Rabbi Eliyahu Mali stated in 2024 that, “In our mitzvah (holy) war, in our situation in Gaza, according to what the law says, ‘Not every soul shall live,’ and the logic of this is very clear: if you do not kill them, they will kill you.”
“Whoever comes to kill you with this concept does not only include the young man aged 16, 18, 20, or 30 who is now pointing a weapon at you, but also the future generation (the children of Gaza), and those who produce the future generation (women of Gaza), because there is really no difference,” Mali said.
The Israeli entity also used verses from the Quran with the objective of continuing to taint the holy words of all Abrahamic religions' scriptures.
In 2024, IOF leaflets over the besieged Gaza strip twisted the verse of Ash-Shu'ara – “So We inspired Moses: “Strike the sea with your staff,” and the sea was split, each part was like a huge mountain. (63) We drew the pursuers to that place, (64) and delivered Moses and those with him all together. (65) Then We drowned the others. (66).” – into a threat against the majority Muslim enclave.
With all this said, this is but a sliver of the many times Israeli politicians, zionist religious authorities, and military personnel used scripture in order to push for military operations as part of some greater End Times ritual.

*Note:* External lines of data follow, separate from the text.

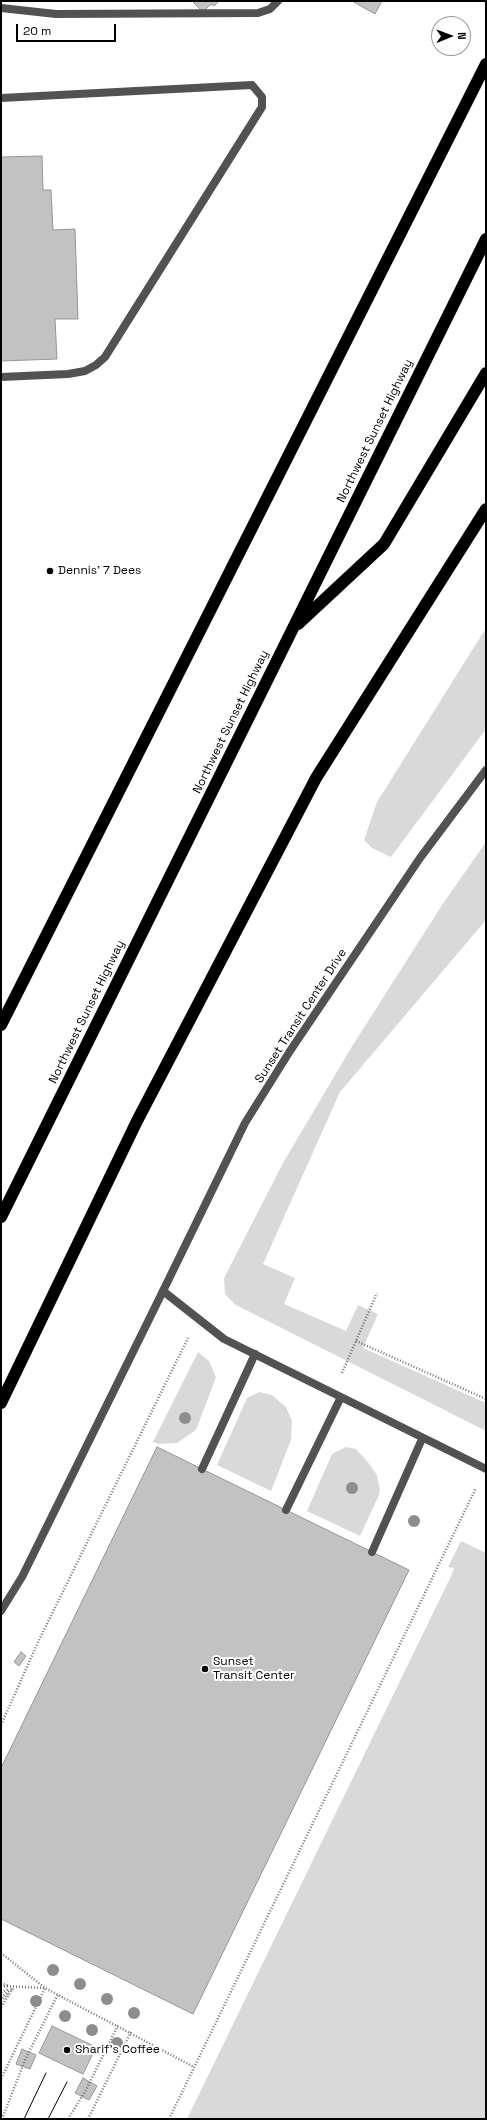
<!DOCTYPE html>
<html>
<head>
<meta charset="utf-8">
<style>
	body { margin:0 }
	#map { position:relative; width:487px; height:2120px; overflow:hidden; background:#fff; font-family:"Space Grotesk",sans-serif }
	canvas { display:block }
	.frame { position:absolute; inset:0; border:2px solid #000; pointer-events:none }
	.north { position:absolute; left:431px; top:16px; width:40px; height:40px; box-sizing:border-box; background:#fff; border:1px solid #999; border-radius:50%; rotate:89deg; font-size:11px; font-weight:700; line-height:16px; text-align:center; color:#000 }
	.north::after { content:''; display:block; margin:auto; width:14px; height:18px; background:#000; clip-path:polygon(50% 0,100% 100%,50% 72%,0 100%) }
	.scale { position:absolute; left:16px; top:24px; width:100px; height:18px; box-sizing:border-box; border:2px solid #000; border-top:0; padding-left:5px; font-size:12px; line-height:14px; white-space:nowrap; color:#000; -webkit-text-stroke:3px #fff; paint-order:stroke }
</style>
</head>
<body>
<div id="map">
<canvas width="487" height="2120"></canvas>
<div class="frame"></div>
<div class="north">N</div>
<div class="scale">20 m</div>
</div>
<script>
const ctx = document.querySelector('canvas').getContext('2d');
ctx.lineJoin = 'round';
function paint(path, color) { ctx.fillStyle = color; ctx.fill(path, 'evenodd'); }
const shape = rows => new Path2D(rows.map(r => 'M' + r).join(''));
function strokePath(path, color, width, dash) { ctx.strokeStyle = color; ctx.lineWidth = width; ctx.lineCap = dash ? 'butt' : 'round'; ctx.setLineDash(dash || []); ctx.stroke(path); }
function drawText(font, color, halo, rows, align = 'center') {
  ctx.font = font + ' "Space Grotesk",sans-serif'; ctx.lineWidth = 4; ctx.setLineDash([]); ctx.textBaseline = 'middle'; ctx.strokeStyle = halo; ctx.fillStyle = color; for (const [text, x, y, turn = 0] of rows) {
    ctx.save(); ctx.translate(x, y); ctx.rotate((+turn || 0) * Math.PI / 180); ctx.textAlign = isNaN(turn) ? turn : align; if (halo) ctx.strokeText(text, 0, 0); ctx.fillText(text, 0, 0); ctx.restore();
  }
}
paint(shape([
	[486,628,486,729,391,857,372,848,364,840,377,802],
	[486,842,486,920,340,1092,263,1264,295,1278,284,1304,346,1331,358,1305,378,1314,363,1348,486,1403,486,1431,236,1305,225,1294,224,1278,283,1163,351,1048,442,905],
	[198,1352,209,1361,216,1377,196,1430,177,1443,159,1444,153,1442],
	[259,1392,272,1395,286,1407,292,1421,291,1440,271,1491,217,1465,247,1398],
	[346,1447,356,1449,367,1461,377,1475,380,1490,379,1495,360,1536,307,1511,332,1454],
	[461,1541,486,1553,486,2119,187,2119,452,1574,454,1568,448,1567]
]), '#d9d9d9');
const building = shape([
	[192,1,219,1,214,6,211,4,203,12,192,1],
	[352,1,382,1,375,14,352,1],
	[42,156,43,190,51,190,53,230,75,229,78,319,55,319,57,359,1,361,1,157,42,156],
	[157,1447,409,1570,193,2014,1,1919,1,1768,157,1447],
	[21,1652,26,1656,19,1666,14,1662,21,1652],
	[52,2026,96,2047,83,2074,39,2053,52,2026],
	[22,2049,36,2055,30,2069,16,2064,22,2049],
	[83,2078,97,2086,89,2100,75,2093,83,2078]
]);
paint(building, '#c2c2c2');
strokePath(building, '#969696', 1);
strokePath(shape([
	[356,1341,486,1399],
	[342,1373,377,1293],
	[1,1725,39,1640,188,1338],
	[1,1953,45,1988,1,2079],
	[1,1983,9,1986],
	[1,1986,45,1988,194,2067],
	[1,1992,9,1989],
	[1,1997,12,1989],
	[1,2001,8,1994],
	[1,2007,14,1987],
	[2,2119,25,2060,58,1994],
	[68,2119,86,2090,118,2025],
	[88,2119,131,2032],
	[169,2119,476,1488]
]), '#747474', 2.5, [1, 2]);
strokePath(shape([
	[1,8,56,14,258,13,270,9,278,1],
	[1,98,252,85,262,97,262,107,105,357,96,365,85,371,68,374,1,377],
	[202,1469,255,1354],
	[286,1510,341,1397],
	[372,1552,422,1439],
	[1,1611,22,1577,163,1291,224,1339,486,1469]
]), '#525252', 8);
strokePath(shape([
	[163,1291,245,1123,290,1051,420,858,486,770]
]), '#525252', 8);
strokePath(shape([
	[298,624,384,544,486,373],
	[1,1025,486,64],
	[1,1217,486,239],
	[1,1403,137,1121,316,778,486,509]
]), '#000', 12);
strokePath(shape([
	[24,2119,46,2073],
	[48,2119,67,2082]
]), '#000', 1);
ctx.fillStyle = '#8d8d8d';
for (const [x, y] of [
	[185,1418],
	[352,1488],
	[414,1521],
	[53,1970],
	[80,1984],
	[107,1999],
	[36,2001],
	[134,2013],
	[65,2016],
	[92,2030],
	[117,2043]
]) { ctx.beginPath(); ctx.arc(x, y, 6, 0, 2 * Math.PI); ctx.fill(); }
for (const [x, y, r, color] of [
	[50,571,4,"#000"],
	[205,1669,4,"#000"],
	[67,2050,4,"#000"]
]) { const dot = new Path2D(); dot.arc(x, y, r, 0, 2 * Math.PI); ctx.fillStyle = color; ctx.fill(dot); strokePath(dot, '#fff', 1.5); }
drawText('12px', '#000', '#fff', [
	["Northwest Sunset Highway",375,431,-64],
	["Northwest Sunset Highway",231,722,-64],
	["Northwest Sunset Highway",87,1012,-64],
	["Sunset Transit Center Drive",301,1016,-57]
]);
drawText('12px', '#000', '#fff', [
	["Dennis' 7 Dees",58,571],
	["Sunset",213,1662],
	["Transit Center",213,1676],
	["Sharif's Coffee",75,2050]
], 'left');
</script>
</body>
</html>
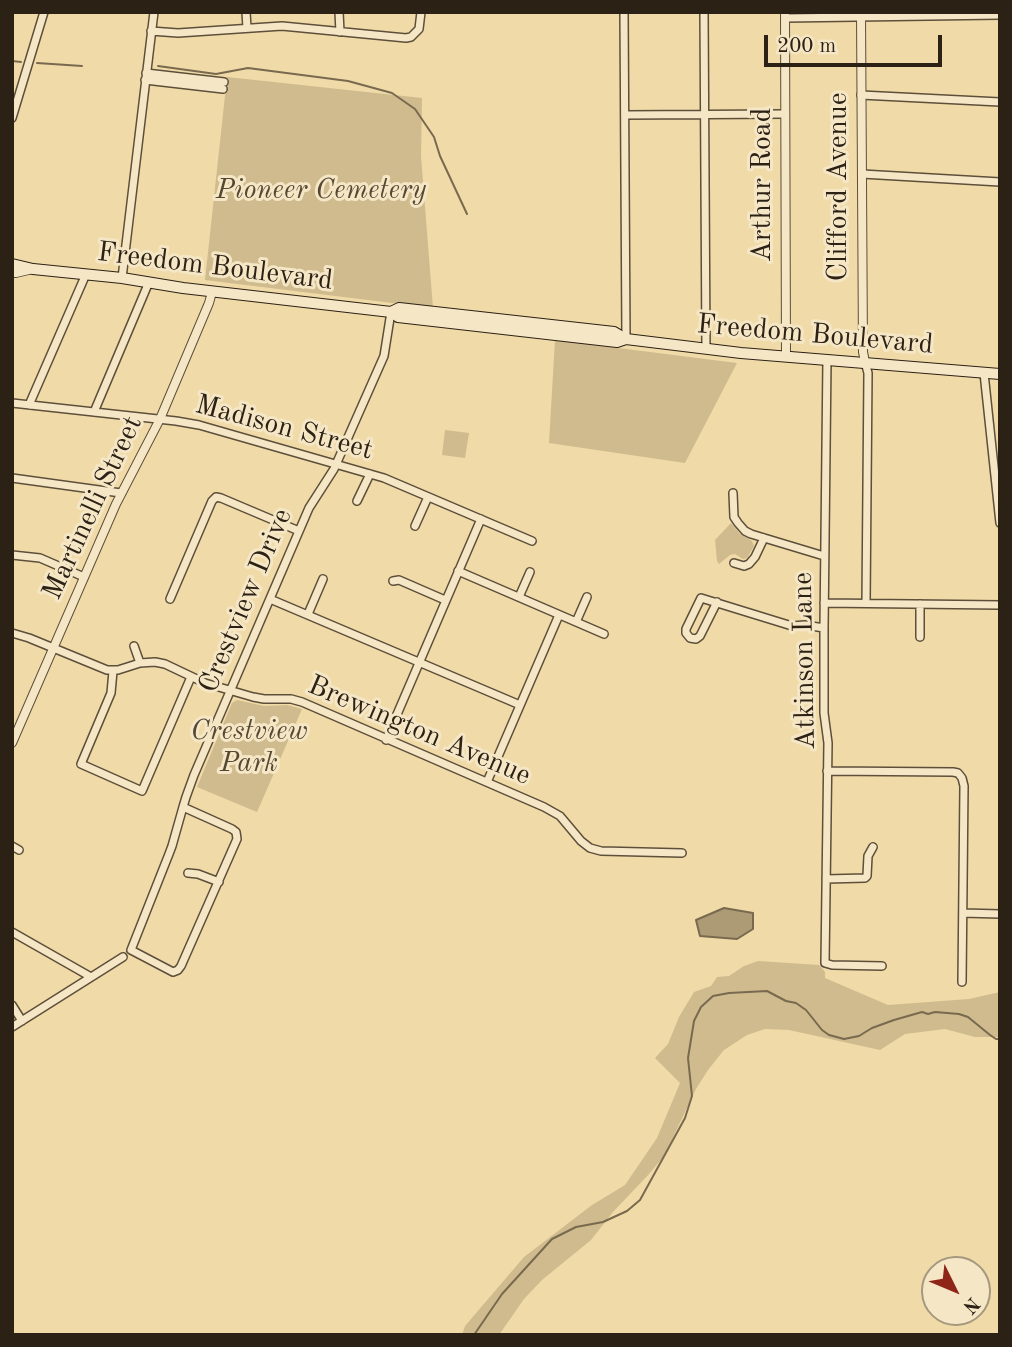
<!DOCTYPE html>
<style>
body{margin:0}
#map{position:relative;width:1012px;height:1347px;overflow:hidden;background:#f0daa7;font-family:"Old Standard TT",serif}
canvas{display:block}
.frame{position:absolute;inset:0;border:14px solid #2c2115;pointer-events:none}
.north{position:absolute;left:921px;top:1256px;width:70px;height:70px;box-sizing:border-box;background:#f5e7c6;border:2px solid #a5987f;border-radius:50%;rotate:133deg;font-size:19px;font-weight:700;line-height:28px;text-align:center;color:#2c2115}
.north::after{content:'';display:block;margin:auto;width:24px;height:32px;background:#8f2418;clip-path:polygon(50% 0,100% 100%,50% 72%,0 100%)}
.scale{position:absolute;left:764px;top:35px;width:178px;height:32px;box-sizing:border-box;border:4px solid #2c2115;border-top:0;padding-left:9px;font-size:21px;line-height:24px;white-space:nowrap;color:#2c2115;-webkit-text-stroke:5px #f5e7c6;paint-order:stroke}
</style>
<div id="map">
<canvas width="1012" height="1347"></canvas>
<div class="frame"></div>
<div class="north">N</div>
<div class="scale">200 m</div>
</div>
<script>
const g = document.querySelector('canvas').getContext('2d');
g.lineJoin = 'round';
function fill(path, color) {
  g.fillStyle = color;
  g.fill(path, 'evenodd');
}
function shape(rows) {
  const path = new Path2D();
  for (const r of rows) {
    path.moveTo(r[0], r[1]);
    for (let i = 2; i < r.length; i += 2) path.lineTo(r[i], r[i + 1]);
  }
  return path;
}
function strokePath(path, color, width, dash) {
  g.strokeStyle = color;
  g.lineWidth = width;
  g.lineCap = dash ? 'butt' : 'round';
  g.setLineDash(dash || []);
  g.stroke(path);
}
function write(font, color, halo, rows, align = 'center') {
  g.font = font + ' "Old Standard TT",serif';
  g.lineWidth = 6;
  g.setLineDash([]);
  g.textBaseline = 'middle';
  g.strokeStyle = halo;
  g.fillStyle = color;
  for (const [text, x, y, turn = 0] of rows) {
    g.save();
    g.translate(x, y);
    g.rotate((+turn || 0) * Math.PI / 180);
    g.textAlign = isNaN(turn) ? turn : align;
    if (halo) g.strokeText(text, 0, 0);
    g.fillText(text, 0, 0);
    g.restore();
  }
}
fill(shape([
 [227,77,422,98,421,156,433,308,205,280],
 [555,340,737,363,685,463,549,443],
 [445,430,469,433,465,458,442,455],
 [731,523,740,534,752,541,754,546,747,558,743,559,735,554,730,555,719,564,717,561,715,540],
 [237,700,264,706,287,705,302,709,257,812,197,787,232,703],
 [758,961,819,965,825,972,825,978,888,1005,969,999,1000,992,1000,1037,975,1037,945,1029,905,1034,880,1050,789,1030,765,1029,747,1035,724,1050,708,1070,696,1089,664,1156,649,1174,613,1212,591,1240,542,1280,524,1299,499,1335,462,1335,465,1326,524,1257,592,1205,625,1185,657,1138,680,1083,655,1058,668,1044,679,1017,694,992,711,986,717,977,729,976,744,966]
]), '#cfbb8e');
const water = shape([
 [724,908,753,913,753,929,737,939,700,936,696,920,724,908]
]);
fill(water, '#ad9b75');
strokePath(water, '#796a4f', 2);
strokePath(shape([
 [12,61,21,62],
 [37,63,82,66],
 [158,66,216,74,248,68,348,81,392,93,415,109,434,137,440,156,467,214],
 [474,1335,502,1294,552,1239,576,1227,603,1222,627,1211,640,1200,685,1118,692,1096,688,1058,694,1021,701,1007,713,996,729,993,767,991,786,1001,796,1003,806,1010,822,1030,829,1035,844,1039,859,1036,872,1028,894,1020,922,1012,928,1014,935,1012,959,1014,968,1017,990,1035,996,1039,1000,1039]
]), '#796a4f', 2);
const minor = shape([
 [246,12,247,28],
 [339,12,340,32],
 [624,12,626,339],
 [704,12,706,349],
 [785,18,1000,15],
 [151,31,178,33,282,26,406,38,411,37,419,29,421,12],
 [146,73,224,82],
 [145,80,223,89],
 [861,95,1000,102],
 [625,115,785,114],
 [12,118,44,12],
 [862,174,1000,182],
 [122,278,154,12],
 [827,359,824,628,824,713,828,743,825,963,832,965,882,966],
 [865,362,868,373,866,603],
 [984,373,1000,523],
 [12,403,176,421,199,425,384,478,532,541],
 [29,405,86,274],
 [94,412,149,282],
 [12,478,121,493],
 [733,493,734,517,738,523,745,531,751,534,824,556],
 [357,501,370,474],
 [415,526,428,497],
 [12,555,40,558,84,577],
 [734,563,744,566,749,564,755,557,764,538],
 [458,571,604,634],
 [393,581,399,580,445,600],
 [519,597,530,572],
 [170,599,212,501,216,497,221,498,299,531],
 [270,599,520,705],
 [717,602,700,636,696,639,690,638,686,633,686,629,701,598,792,626,805,625,824,628],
 [824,603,1000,605],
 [308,614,323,579],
 [576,622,587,597],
 [12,633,29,638,107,670,118,670,140,663,155,662,165,664,205,683,253,697,264,699,291,699,302,702,544,807,560,816,581,841,590,848,601,851,682,853],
 [920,637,920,604],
 [134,646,140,663],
 [113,671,111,693,81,764,142,791,191,677],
 [386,740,481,519],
 [827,771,953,772,958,773,962,778,964,786,962,982],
 [487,782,559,615],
 [183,807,232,829,236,832,237,839,181,966,178,970,173,972,131,950,169,854,172,846,183,807,186,797,194,775,309,508,334,469,384,356,391,312],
 [12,846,19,850],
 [188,873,198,874,219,882],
 [826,879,865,878,867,876,868,856,873,847],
 [963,913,1000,914],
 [12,932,91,977],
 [12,1005,22,1021],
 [12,1027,123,957]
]);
const tertiary = shape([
 [785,12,786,357],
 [861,12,863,352,865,362],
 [12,273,16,273,33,269],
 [12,743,116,504,160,419,209,303,212,292]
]);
const secondary = shape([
 [12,264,33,269,122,278,183,288,391,312,398,317,617,342,626,339],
 [391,312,399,308,614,332,626,339,741,353,1000,374]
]);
strokePath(minor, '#5d4f3a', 10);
strokePath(tertiary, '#5d4f3a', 10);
strokePath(secondary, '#2c2115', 12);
strokePath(minor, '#f5e7c6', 7);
strokePath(tertiary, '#f5e7c6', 8);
strokePath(secondary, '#f5e7c6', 10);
write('28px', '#2c2115', '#f5e7c6', [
 ["Arthur Road",763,185,-90],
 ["Clifford Avenue",839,187,-90],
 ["Freedom Boulevard",215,267,7],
 ["Freedom Boulevard",815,335,5],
 ["Madison Street",284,428,15],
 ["Martinelli Street",93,508,-65],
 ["Crestview Drive",246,601,-67],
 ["Atkinson Lane",805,661,-91],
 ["Brewington Avenue",419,731,23]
]);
write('italic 28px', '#554833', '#f5e7c6', [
 ["Pioneer Cemetery",321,191],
 ["Crestview",249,732],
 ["Park",249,764]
]);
</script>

The use of emotional weight and historical victimhood, via a selective memory and religious armor that merges Holocaust trauma and religious theachings, as well as crafting an image that those who follow the teaching of Swiss Atheist Theodor Herzl are divinely appointed by God as the rightful rulers of the Abrahamic Holy Lands, has allowed the Israeli entity to act as it wills with no one to stand in its way.
By invoking imminent annihilation and a seemingly growing existential threat, Zionist officials have secured a strong support base while silencing debate through the weaponization of antisemitism allegations.
The religious framework of territorial conquest has provided a rationale for soldiers and settlers in their campaign of ethnic cleansing.
What comes out of this Zionist composition of history is a systemic architecture of fear and myth that shapes public consciousness and influences domestic and global policy. Understanding the ideology behind this militarized zionism is to understand how "Israel" functions as it does.